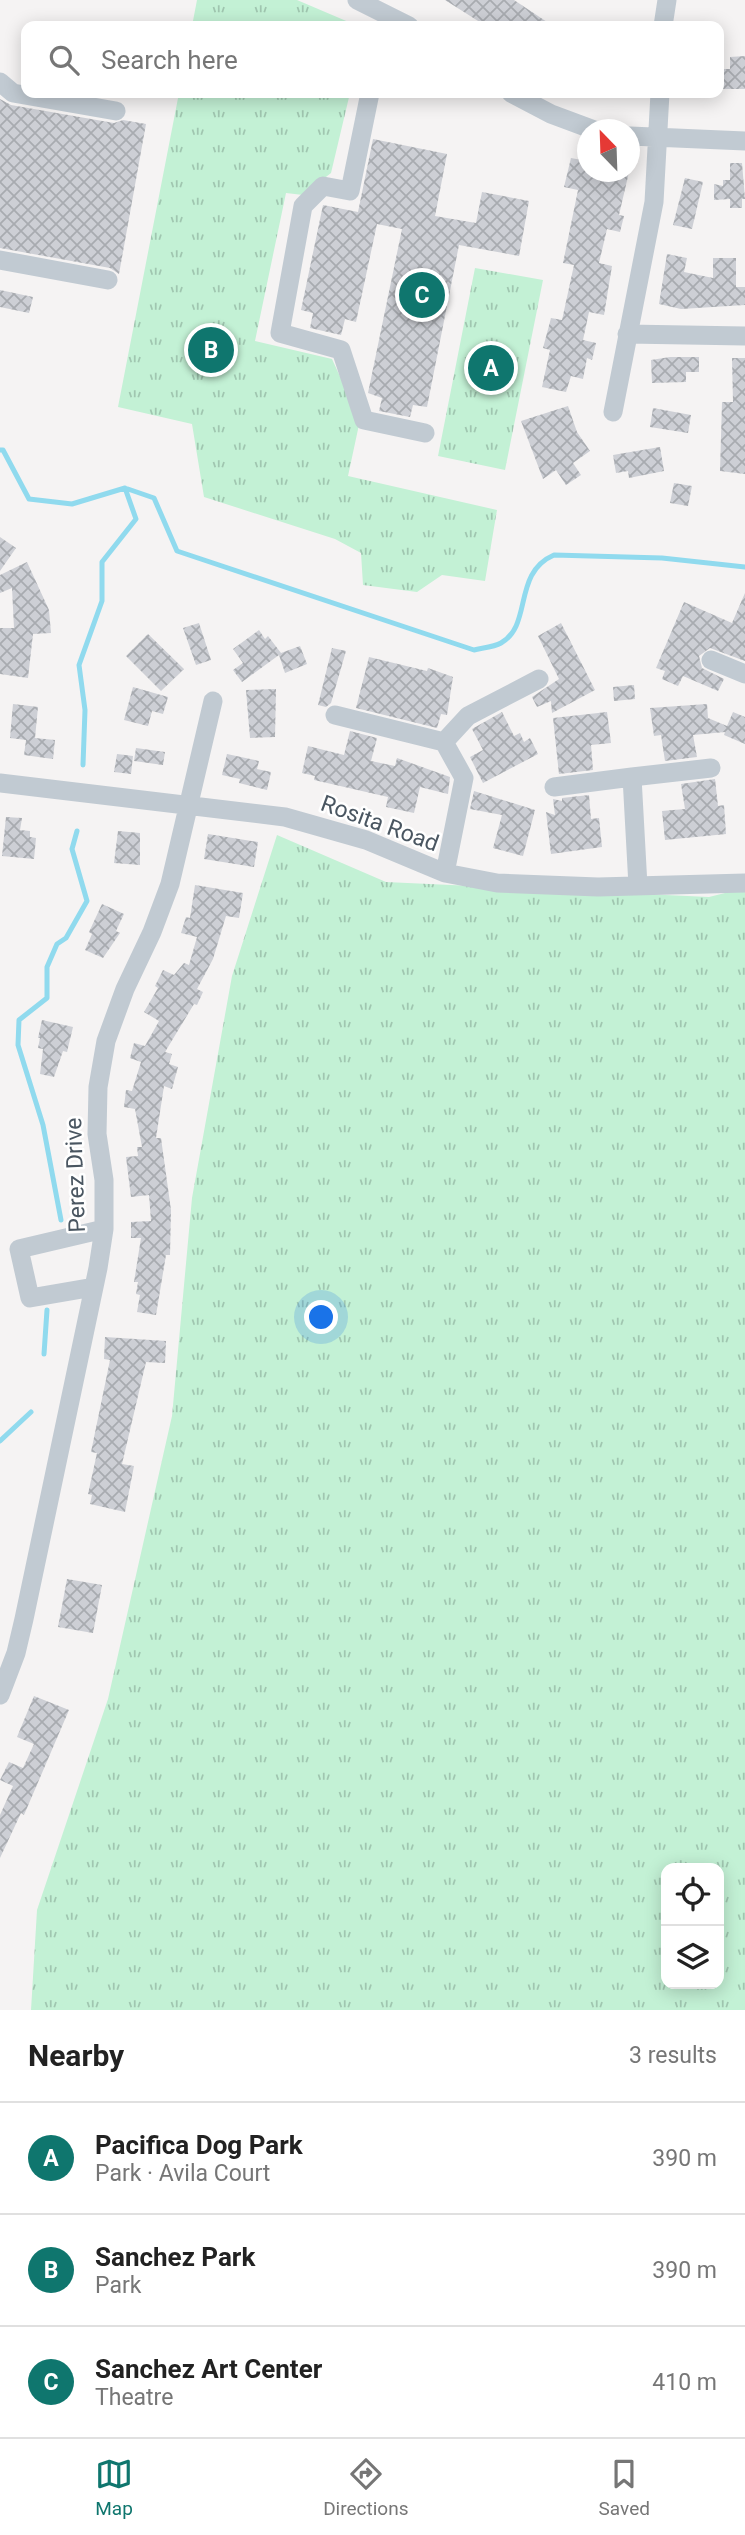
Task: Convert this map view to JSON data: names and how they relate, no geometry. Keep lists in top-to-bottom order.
{
  "streets": {
    "street": ["Rosita Road", "Perez Drive"]
  },
  "crossings": [
    ["Rosita Road", "Perez Drive"]
  ],
  "north": "top left",
  "page": {
    "search": "Search here",
    "pins": ["C", "B", "A"],
    "heading": ["Nearby", "3 results"],
    "list": [
      {
        "mark": "A",
        "name": "Pacifica Dog Park",
        "note": "Park · Avila Court",
        "value": "390 m"
      },
      {
        "mark": "B",
        "name": "Sanchez Park",
        "note": "Park",
        "value": "390 m"
      },
      {
        "mark": "C",
        "name": "Sanchez Art Center",
        "note": "Theatre",
        "value": "410 m"
      }
    ],
    "nav": ["Map", "Directions", "Saved"]
  }
}
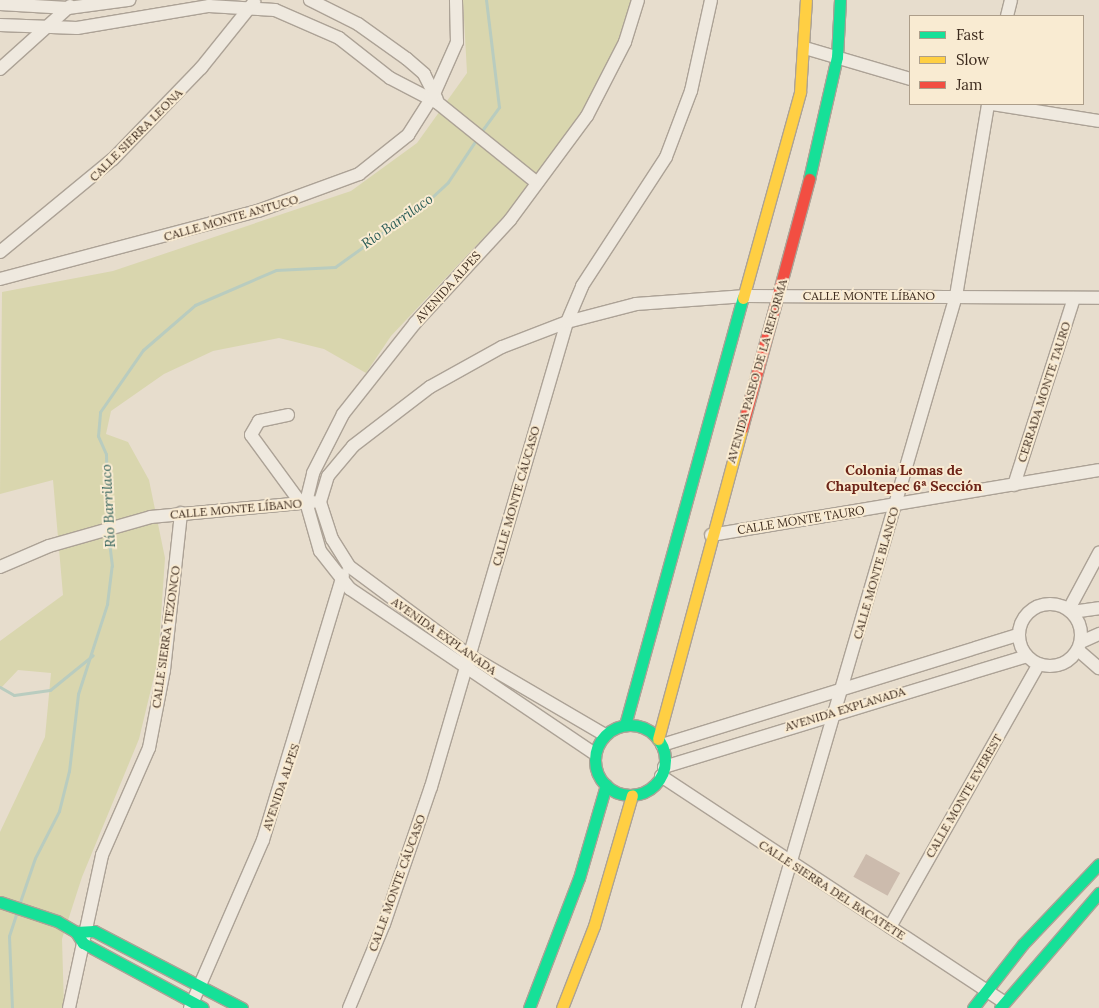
• • • • • • •
__ABOUT THIS EXERCISE__. Copy the data precisely. Skip every picture.

__WRITTEN SOLUTION__.
Task: Convert this map view to JSON data: names and how they relate, no geometry. Keep lists in top-to-bottom order.
{
  "streets": {
    "street": ["Rosita Road", "Perez Drive"]
  },
  "crossings": [
    ["Rosita Road", "Perez Drive"]
  ],
  "north": "top left",
  "page": {
    "search": "Search here",
    "pins": ["C", "B", "A"],
    "heading": ["Nearby", "3 results"],
    "list": [
      {
        "mark": "A",
        "name": "Pacifica Dog Park",
        "note": "Park · Avila Court",
        "value": "390 m"
      },
      {
        "mark": "B",
        "name": "Sanchez Park",
        "note": "Park",
        "value": "390 m"
      },
      {
        "mark": "C",
        "name": "Sanchez Art Center",
        "note": "Theatre",
        "value": "410 m"
      }
    ],
    "nav": ["Map", "Directions", "Saved"]
  }
}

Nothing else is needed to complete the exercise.